The 1991 Pepsi Cola Hotshots season was the second season of the franchise in the Philippine Basketball Association (PBA).

Occurrences
Pepsi Cola tendered an offer sheet to Purefoods forward Alvin Patrimonio, a five-year worth P25.3 million contract, which Purefoods expectedly matched, making Alvin Patrimonio the highest paid basketball player in the PBA.

Notable dates
March 21: Pepsi eked out a 131-129 win over Presto Tivoli which felt robbed of a strong chances in overtime when a referee's call decided the outcome of the game. Abet Guidaben sank two free throws with no time left on a foul slapped on Presto import Dwayne McClain. The Hotshots' win was their fourth in eight games as this was their first back-to-back victories in franchise history.   

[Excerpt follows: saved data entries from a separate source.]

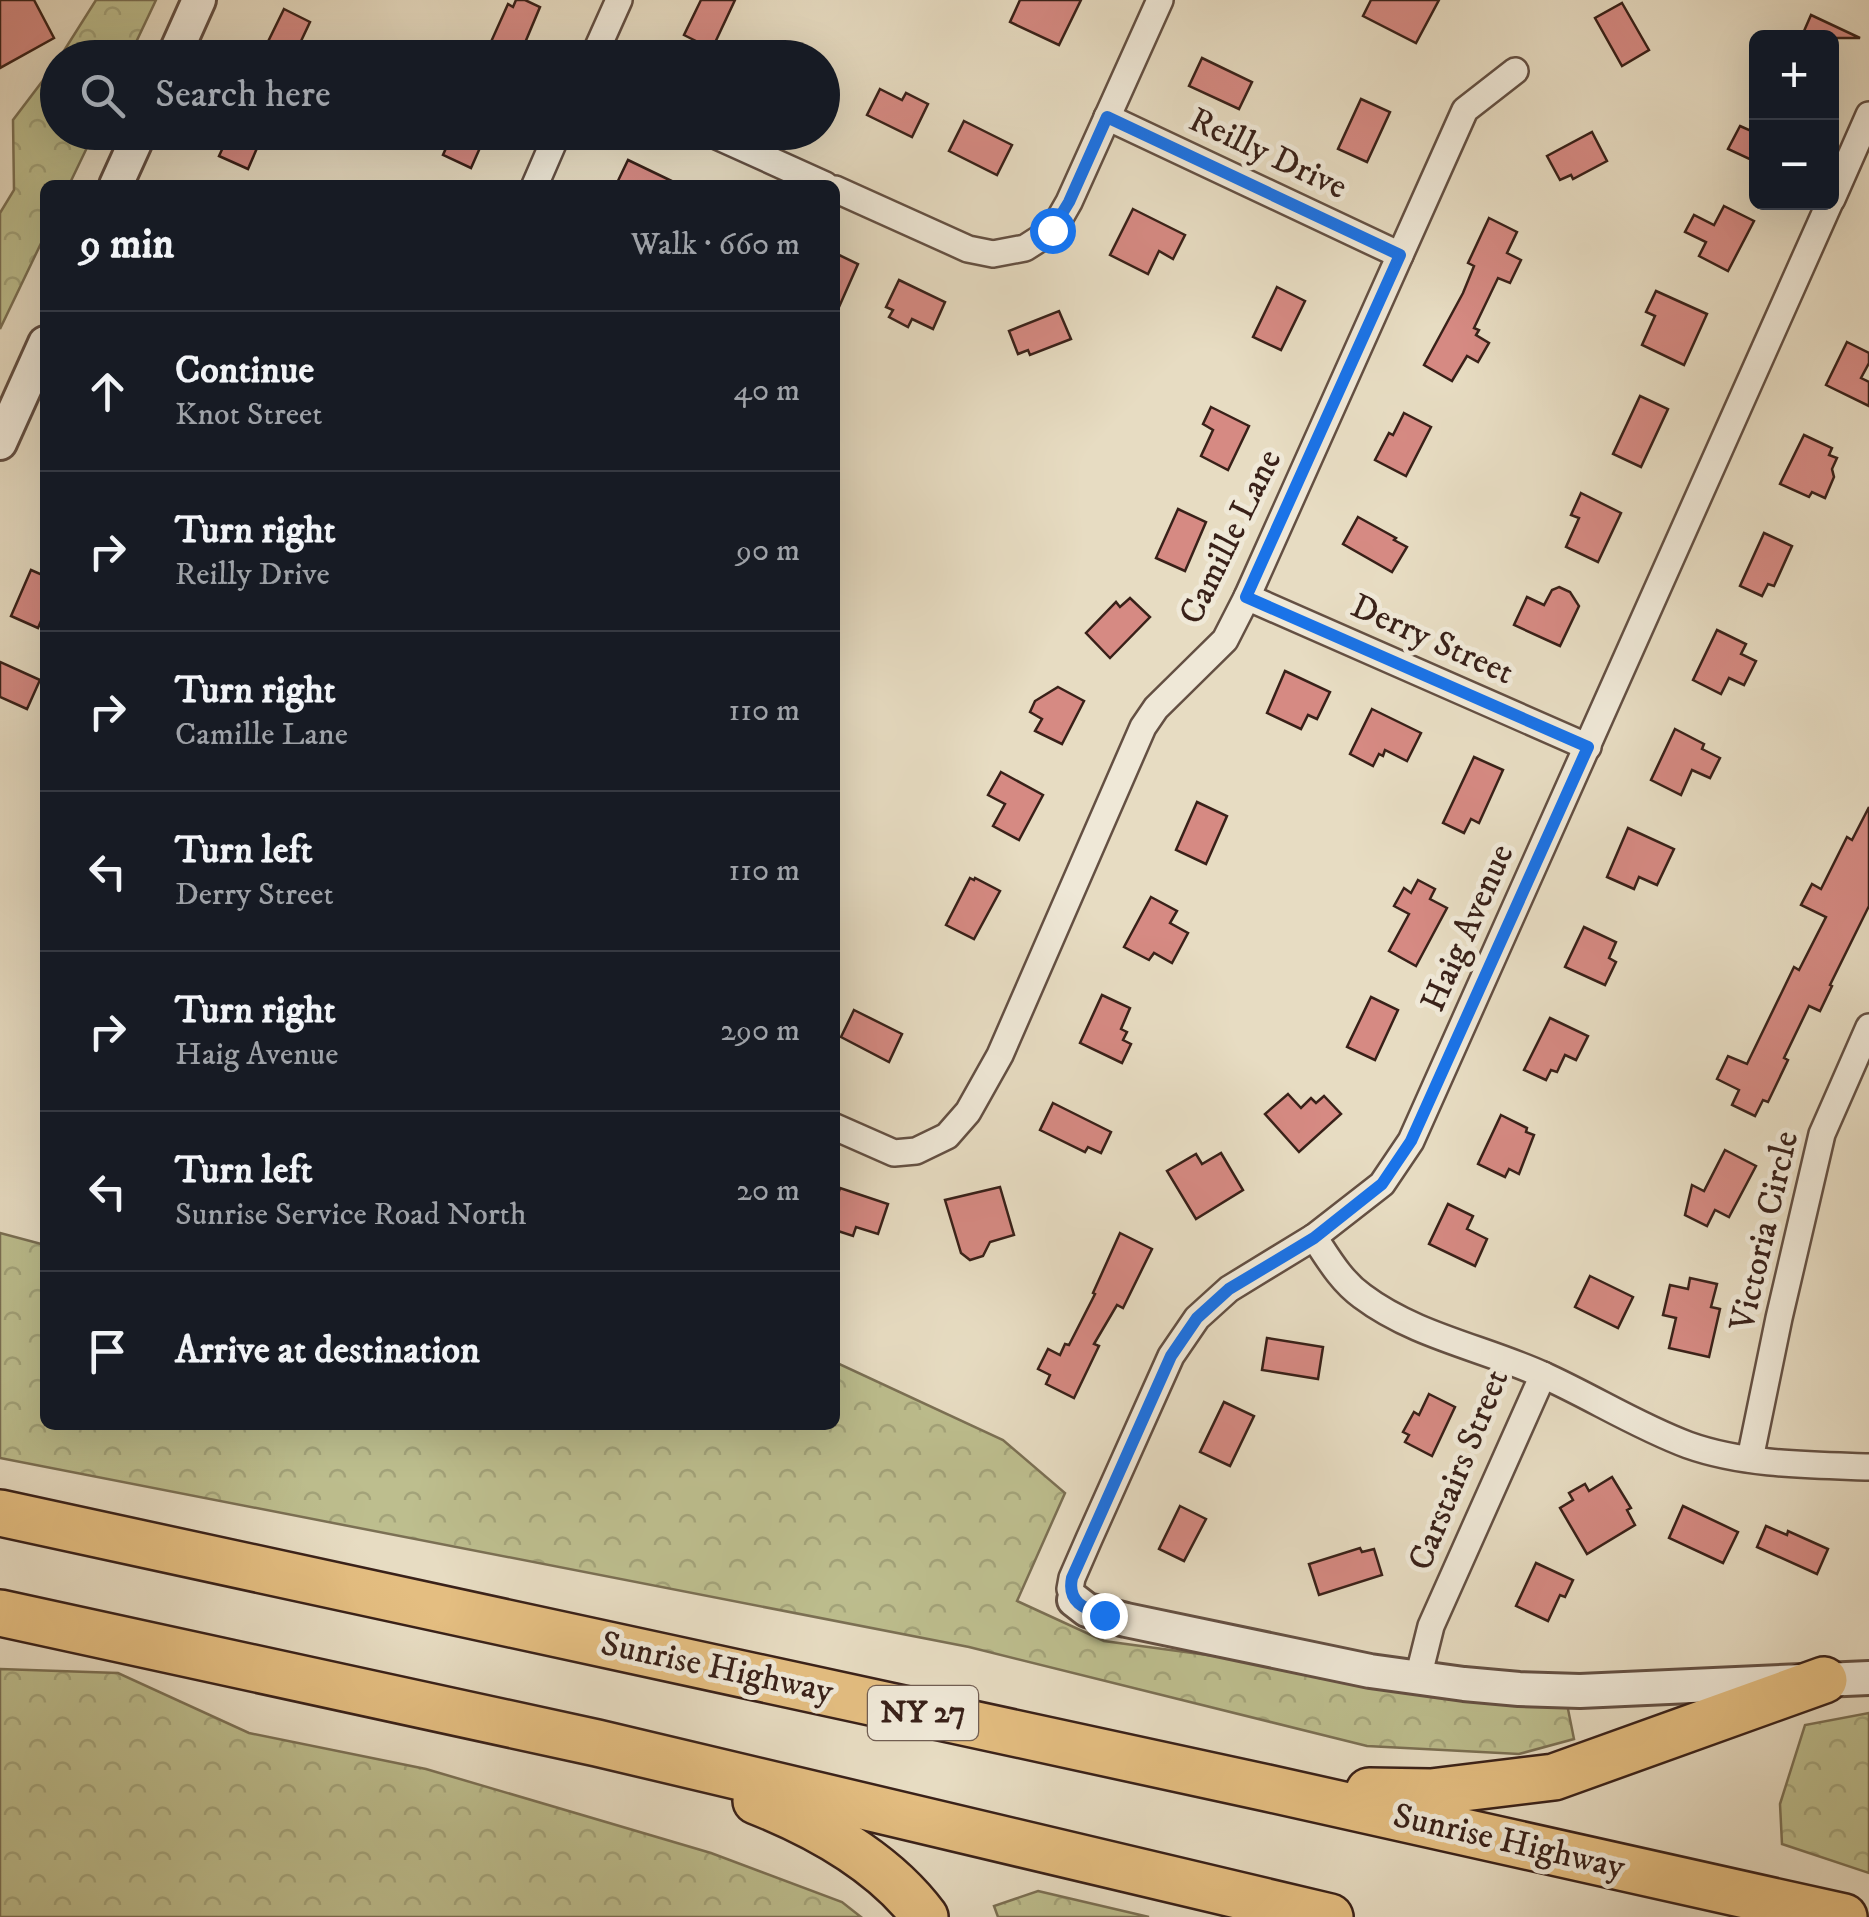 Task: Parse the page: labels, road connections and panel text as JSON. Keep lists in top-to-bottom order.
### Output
{
  "streets": {
    "highway": ["Sunrise Highway", "NY 27"],
    "street": [
      "Reilly Drive",
      "Camille Lane",
      "Derry Street",
      "Haig Avenue",
      "Victoria Circle",
      "Carstairs Street"
    ]
  },
  "crossings": [
    ["Reilly Drive", "Camille Lane"],
    ["Camille Lane", "Derry Street"],
    ["Derry Street", "Haig Avenue"],
    ["Haig Avenue", "Carstairs Street"]
  ],
  "page": {
    "map_buttons": ["+", "−"],
    "search": "Search here",
    "heading": ["9 min", "Walk · 660 m"],
    "list": [
      ["Continue", "Knot Street", "40 m"],
      ["Turn right", "Reilly Drive", "90 m"],
      ["Turn right", "Camille Lane", "110 m"],
      ["Turn left", "Derry Street", "110 m"],
      ["Turn right", "Haig Avenue", "290 m"],
      ["Turn left", "Sunrise Service Road North", "20 m"],
      "Arrive at destination"
    ]
  }
}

July 9: Abet Guidaben's go-ahead basket with eight seconds to go lift Pepsi to a repeat 107-106 overtime win over Shell for only their second victory in eight games in the All-Filipino Conference. 

July 13: Pepsi stays alive in contention for a semifinal seat with a 99-88 win over Purefoods in Sta.Cruz, Laguna. The victory raised their record to three wins and six losses. 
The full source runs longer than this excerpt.